The traditional approach to design a fixed-point system is based on the worst-case principle. For example, for a digital communication receiver, the maximal performance and the maximal input dynamic are retained and the more constraint transmission channel is considered. Nevertheless, the noise and the signal levels evolve during time. Moreover, the data rate depends on the service (video, image, speech) used by the terminal and the required performance (bit error rate) is linked to the service. These various elements show that the fixed-point specification depends on external elements (noise level, input signal dynamic range, quality of service) and can be adapted during time to reduce the average power consumption.

An approach in which the fixed-point specification is adapted dynamically according to the input receiver SNR (Signal-to-Noise Ratio) has been proposed in a concept called *Dynamic Precision Scaling (DPS)* . To adapt the fixed-point specification during time, the architecture integrates flexible operators as presented in Section
6.1.1 .

This year, our work on Dynamic Precision Scaling (DPS) has been carried on. This technique allows adapting the fixed-point specification to reduce the power consumption. Our approach interest has been shown on a WCDMA receiver example [57] . A new approach has been proposed to estimate more accurately the data dynamic range [56] . The properties of the application are taken into account to reduce the pessimistic effects of classical analytical approaches like interval arithmetic. The accuracy constraint used in the fixed-point optimization problem is determined from the required application performance. For the bit error rate, the analytical expression of the accuracy constraint according to the bit error rate has been proposed. Our work is now focused on the methodology to find the optimized fixed-point specification. The aim is to find the appropriate optimization algorithm which allows minimizing the implementation cost under accuracy constraint.

##### Fixed-Point Accuracy Evaluation

Analytical techniques have been proposed to accelerate the performance evaluation step, which is the most time consuming step during optimization. The inability to handle all types of operator analytically and the increasing diversity and complexity of signal processing algorithms demand a mixed evaluation approach where both simulation and analytical techniques are used for performance evaluation of the whole system. We also proposed this year to use the spectral density estimate for noise power calculation by having an approximate filter thereby accelerating the process of performance evaluation. We applied this approach to the SSFE (Selective Spanning for Fast Enumeration) algorithm in collaboration with Imec (Interuniversitair Micro-Electronika Centrum), Belgium.

The presence of decision operators has proved to be a serious impediment for a fully analytical noise power estimation technique. We develop a generalized decision operator which can potentially capture the behavior of all possible types of decision operators and provides a fully analytical technique to handle them while performing quantization noise power estimation.

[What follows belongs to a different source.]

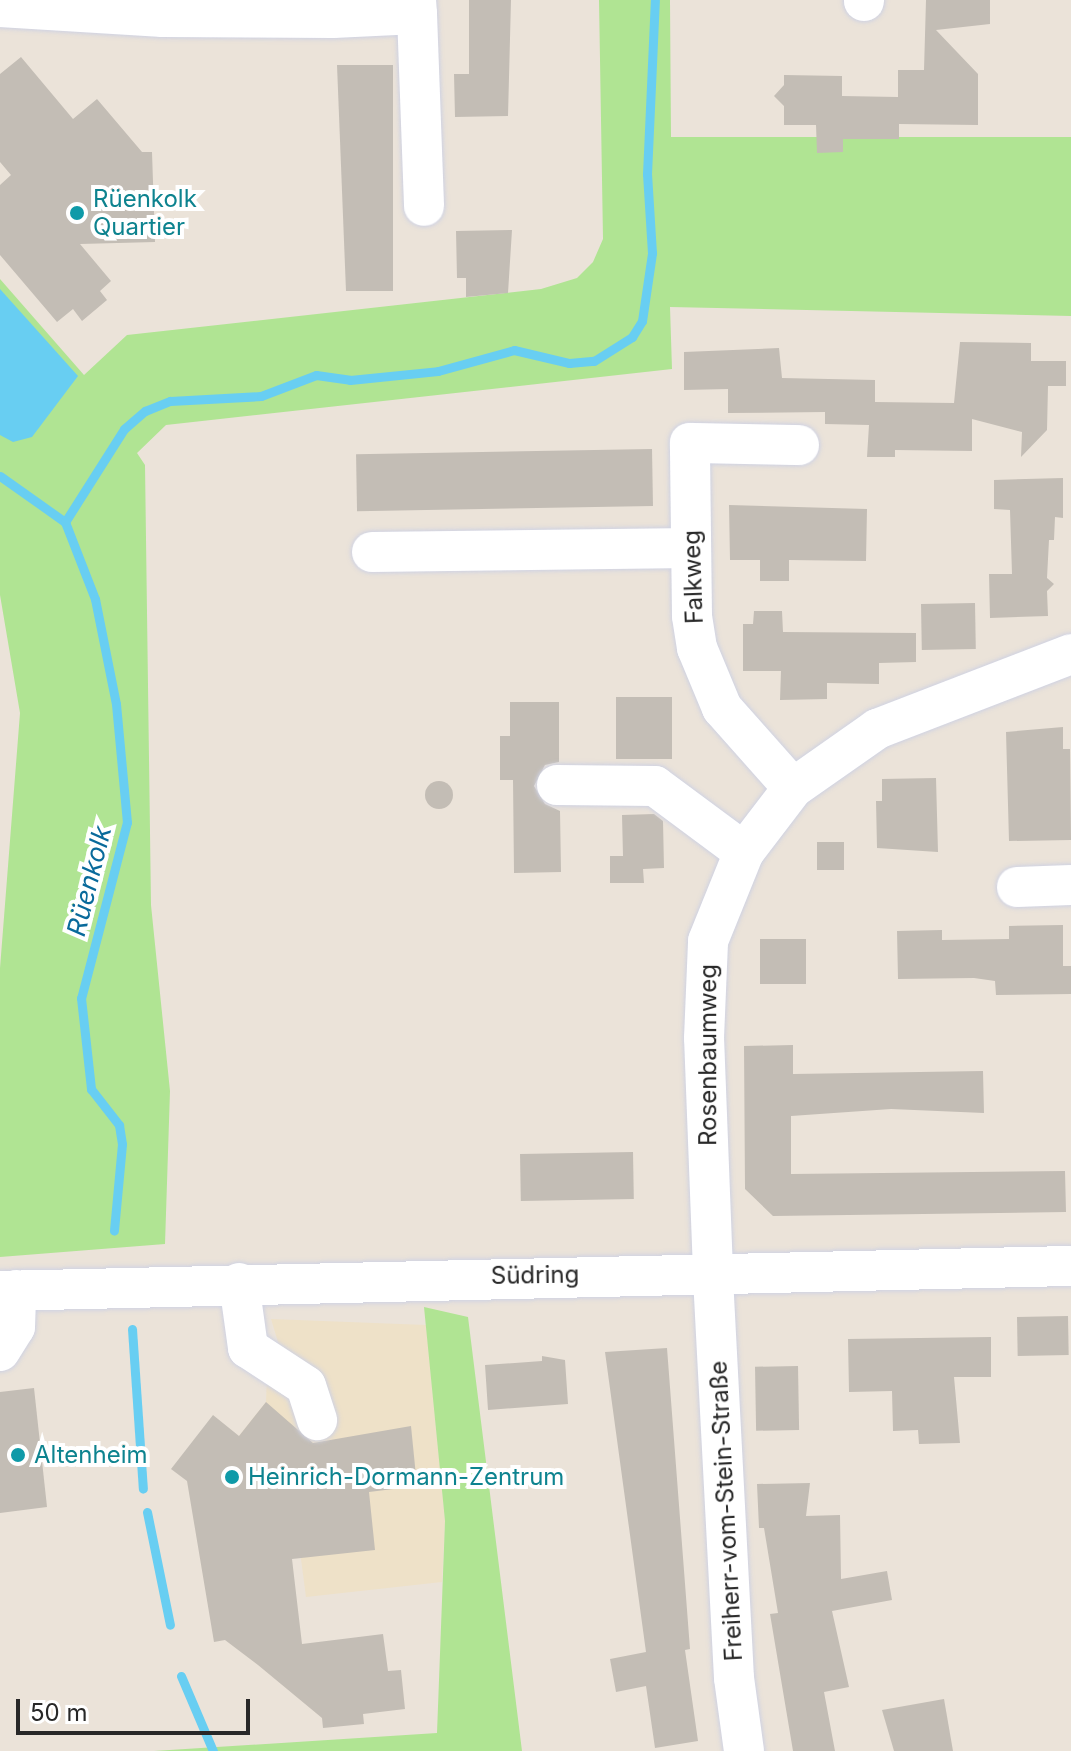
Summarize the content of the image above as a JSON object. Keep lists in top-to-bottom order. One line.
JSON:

#### Arithmetic Implementation on GPUs

Participant : Arnaud Tisserand.

##### Arithmetic Library for Cryptography on GPUs

In [44] , we present first implementation results on a modular arithmetic library for cryptography on GPUs. Our library, in C++ for CUDA, provides modular arithmetic, finite field arithmetic and some ECC supports. Efficient algorithms and implementations are required for a±b mod p , a×b mod p where a , b and p are multiple precision integers and p is prime. Those operations are required in finite field arithmetic over GF (p) and in elliptic curve cryptography (ECC) where sizes are about 200–600 bits. Graphic processor units (GPUs) are used in high-performance computing systems thanks to their massively multithreaded architectures. But due to their specific architecture and programming style, porting libraries to GPUs is not simple even using high-level tools such as CUDA. This work is a part of a software library called PACE [5] . This library is aimed at providing a very large set of mathematical objects, functions and algorithms to facilitate the writing of arithmetic applications.

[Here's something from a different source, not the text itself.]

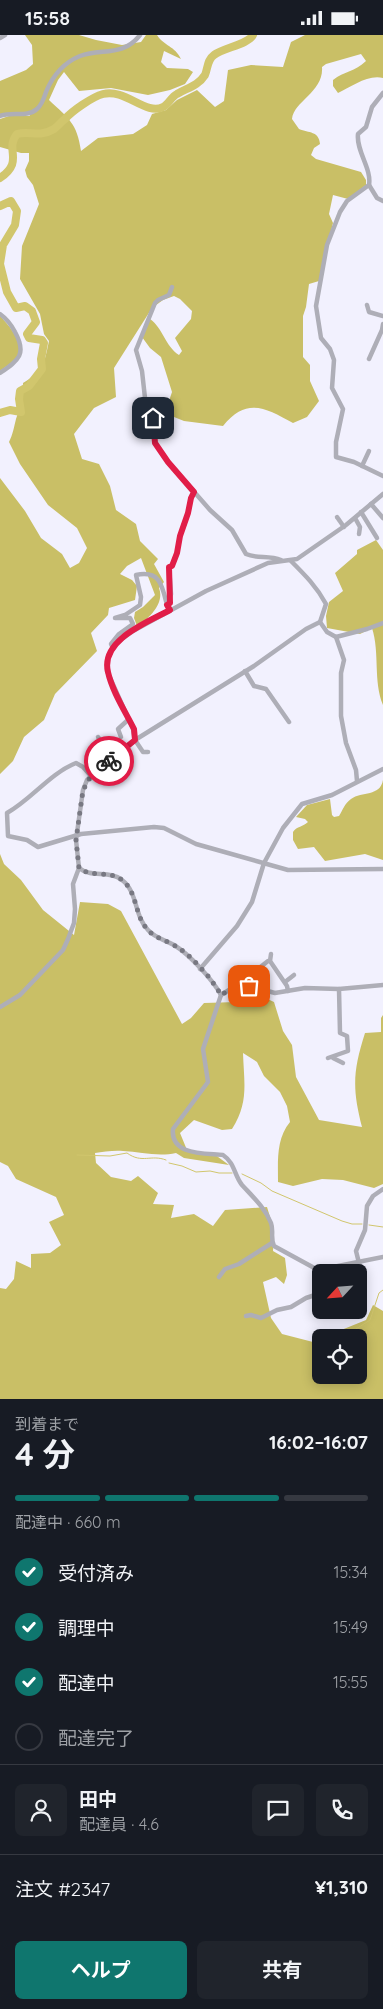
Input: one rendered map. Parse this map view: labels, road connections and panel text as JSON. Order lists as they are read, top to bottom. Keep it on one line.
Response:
{"north":"bottom left","page":{"status":"15:58","heading":["4 分","到着まで","16:02–16:07"],"panel":["田中","配達員 · 4.6","注文 #2347","¥1,310"],"bar":"配達中 · 660 m","list":[["受付済み","15:34"],["調理中","15:49"],["配達中","15:55"],"配達完了"],"buttons":["ヘルプ","共有"]}}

##### Power Consumption of GPUs

In [35] , we investigate how and where the power consumption is located within a GPU board by analyzing the relations between the measured power consumption, the required time and the type of units that are stressed to perform a defined operation. In this paper, we consider Nvidia GPUs used for GPGPU (General Purpose computing using GPU) in a CUDA environment. During the analysis, functional blocks are identified, and their power is characterized using physical measurements. The considered blocks correspond to units that are usually stressed while executing common kernels on the GPU: register file, memory hierarchy and functional units. In addition to the power estimation, our analysis gives us some information on the organization of the memory hierarchy, the behavior of functional units and some undocumented features.

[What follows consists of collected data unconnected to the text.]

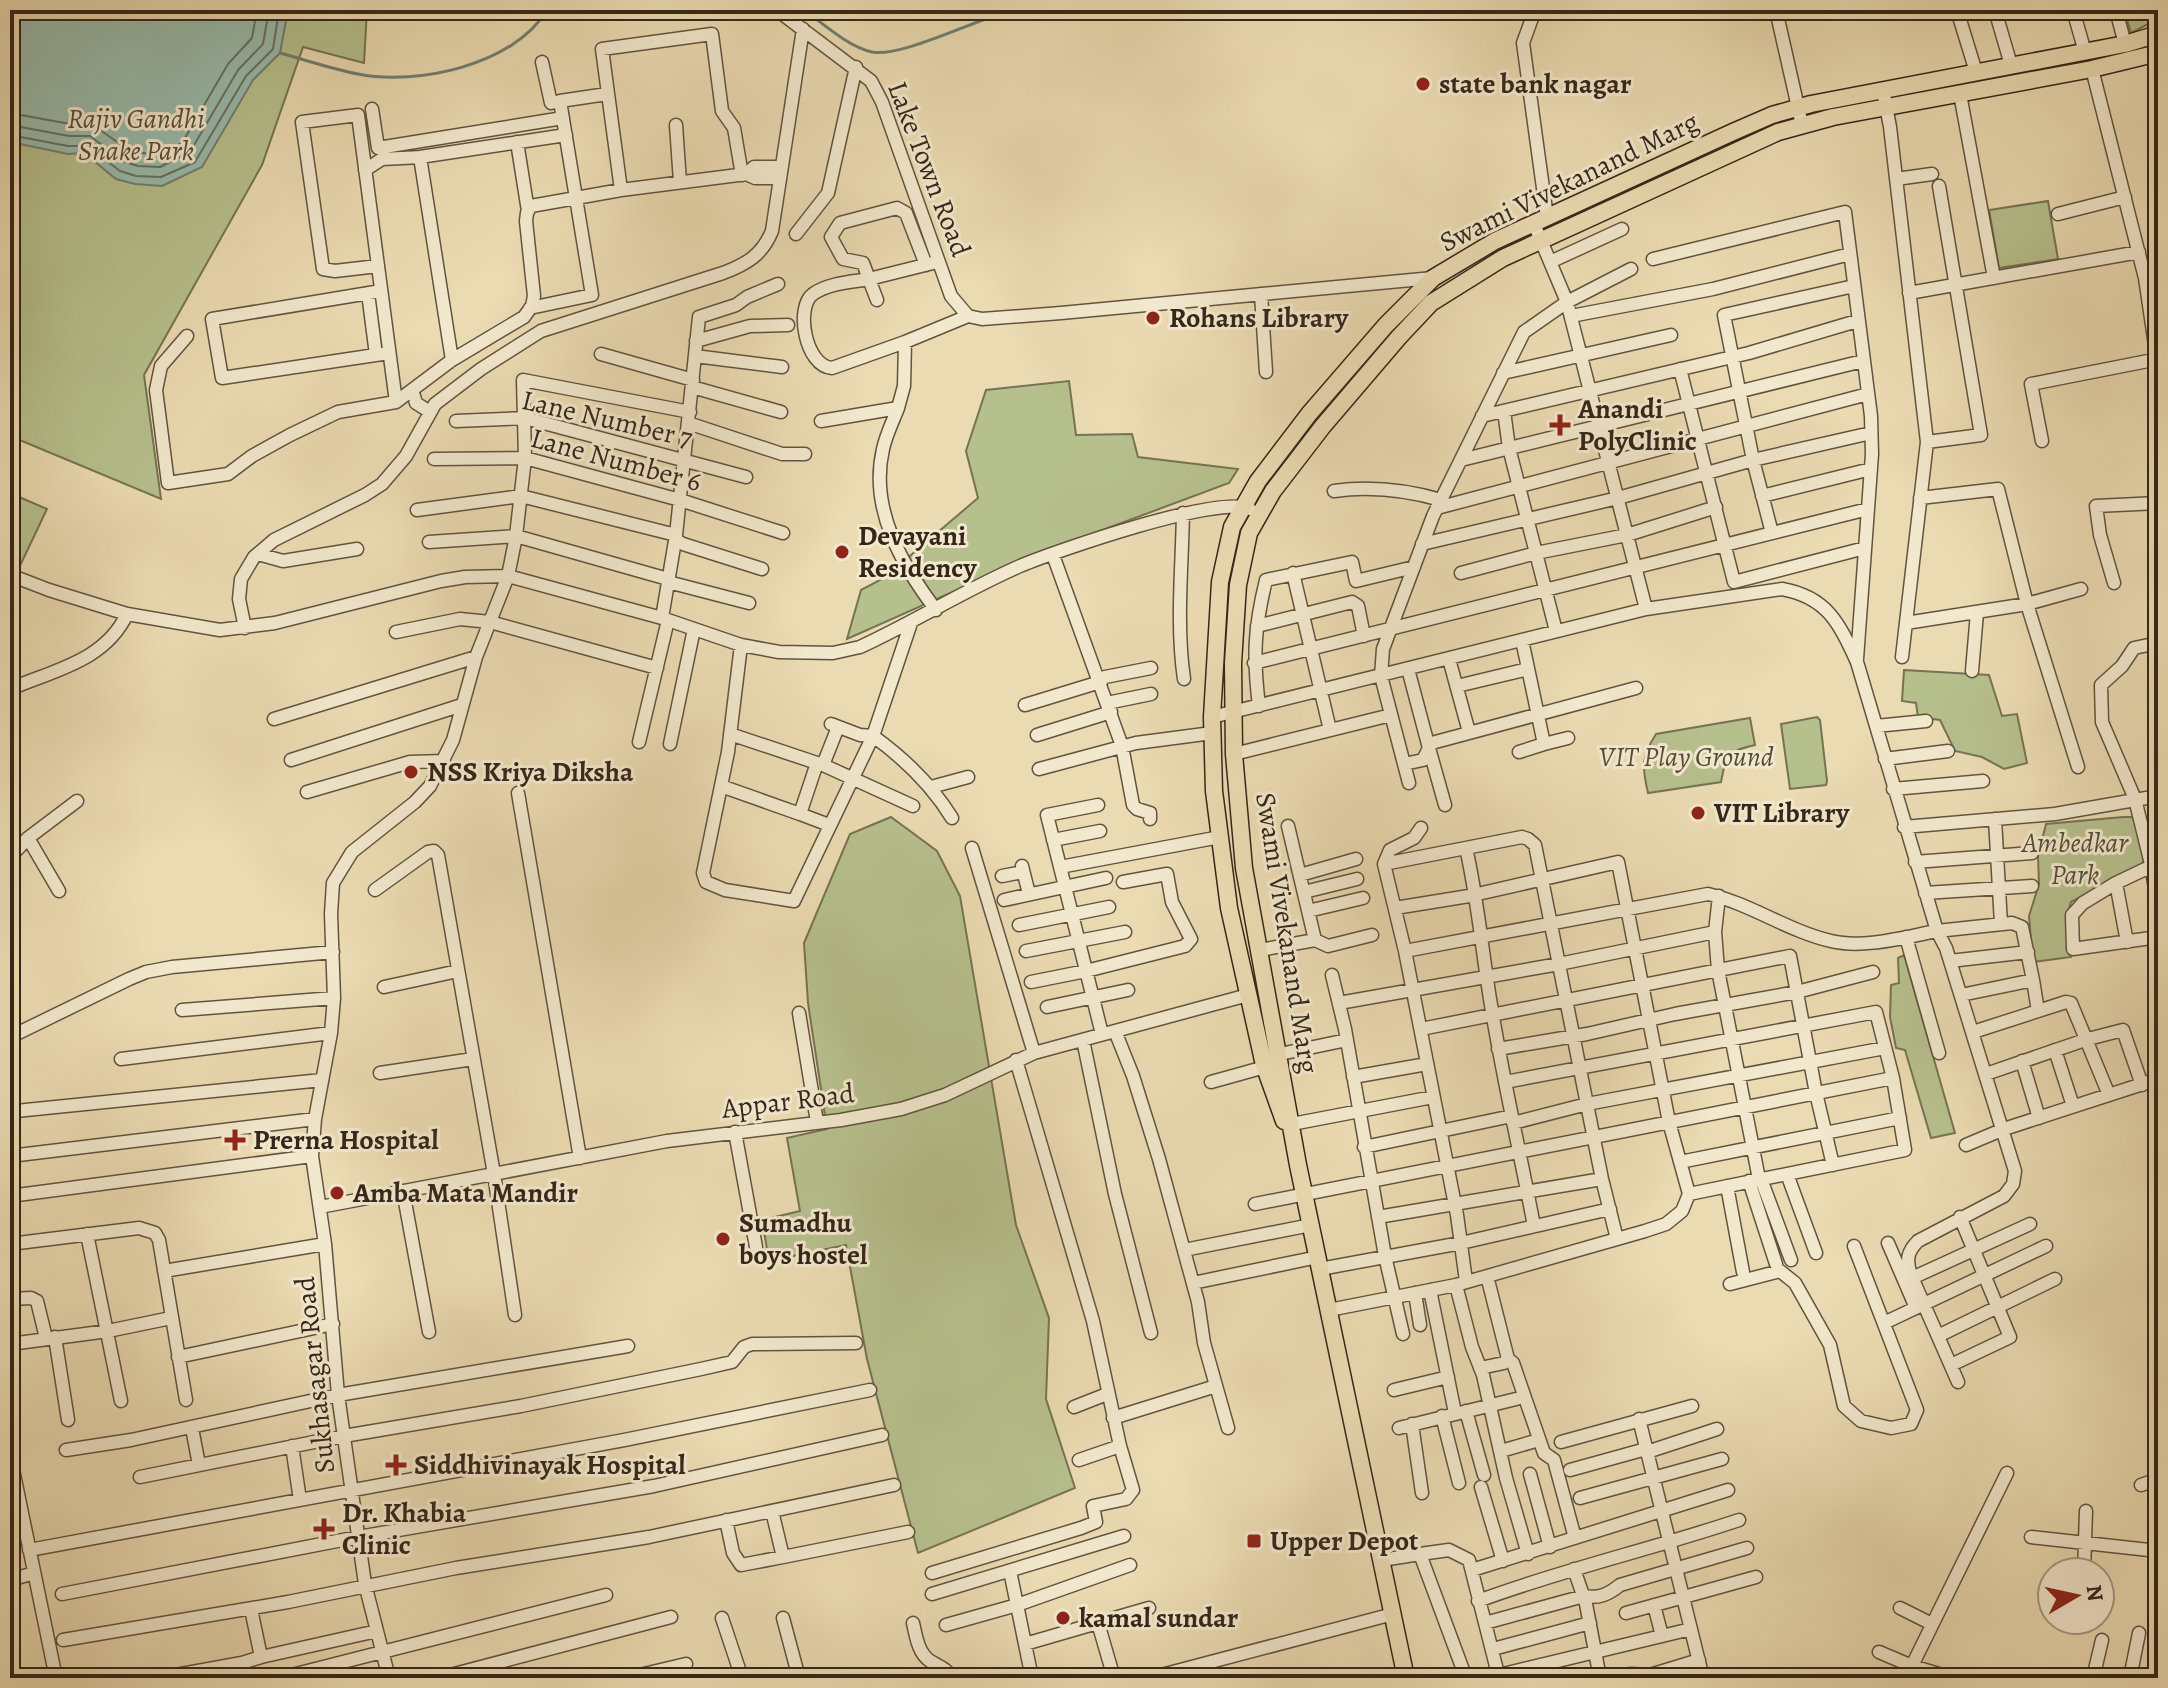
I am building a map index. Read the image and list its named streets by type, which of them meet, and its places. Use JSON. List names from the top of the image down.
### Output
{
  "streets": {
    "main road": ["Swami Vivekanand Marg"],
    "street": [
      "Lake Town Road",
      "Lane Number 7",
      "Lane Number 6",
      "Appar Road",
      "Sukhasagar Road"
    ]
  },
  "crossings": [
    ["Swami Vivekanand Marg", "Appar Road"],
    ["Lane Number 7", "Sukhasagar Road"],
    ["Lane Number 6", "Sukhasagar Road"],
    ["Appar Road", "Sukhasagar Road"]
  ],
  "parks": ["Rajiv Gandhi Snake Park", "VIT Play Ground", "Ambedkar Park"],
  "places": {
    "other": [
      "state bank nagar",
      "Rohans Library",
      "Devayani Residency",
      "NSS Kriya Diksha",
      "VIT Library",
      "Amba Mata Mandir",
      "Sumadhu boys hostel",
      "kamal sundar"
    ],
    "health": [
      "Anandi PolyClinic",
      "Prerna Hospital",
      "Siddhivinayak Hospital",
      "Dr. Khabia Clinic"
    ],
    "transit": ["Upper Depot"]
  },
  "north": "right"
}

#### Multi-Antenna Systems

Participants : Olivier Berder, Pascal Scalart, Quoc-Tuong Ngo.

Considering the possibility for the transmitter to get some Channel State Information (CSI) from the receiver, antenna power allocation strategies can be performed thanks to the joined optimization of linear precoder (at the transmitter) and decoder (at the receiver).

A new exact solution of the maximization of the minimum Euclidean distance between received symbols has been proposed for two 16-QAM modulated symbols [54] . This precoder shows an important enhancement of this minimum distance compared to diagonal precoders which leads to a significant BER improvement. This new strategy selects the best precoding matrix among eight different expressions, depending on the value of the channel angle. In order to decrease the complexity, other sets of precoders have been proposed and the performance of the simplest one, composed of only two different precoders, remains very close to the optimal in terms of BER.

An efficient sub-optimal MIMO linear precoder based on the maximization of minimum distance has been proposed for three virtual subchannels [53] . A new virtual MIMO channel representation with two channel angles allows the parameterization of the linear precoder and the optimization of the distance between signal points at the received constellation. As these precoders need a Singular Value Decomposition (SVD) of the propagation channel, an optimized architecture of SVD was proposed for an FPGA implementation [71] .

#### Parallel reconfigurable architectures for LDPC decoding

Participants : Florent Berthelot, François Charot, Charles Wagner, Christophe Wolinski.

LDPC codes are a class of error-correcting code introduced by Gallager with an iterative probability-based decoding algorithm. Their performances combined with their relatively simple decoding algorithm make these codes very attractive for the next satellite and radio digital transmission system generations. LDPC codes were chosen in DVB-S2, 802.11n, 802.16e, 802.3an and CCSDS standards. The major problem is the huge design space composed of many interrelated parameters which enforces drastic design trade-offs. Another important issue is the need for flexibility of the hardware solutions which have to be able to support all the declinations of a given standard.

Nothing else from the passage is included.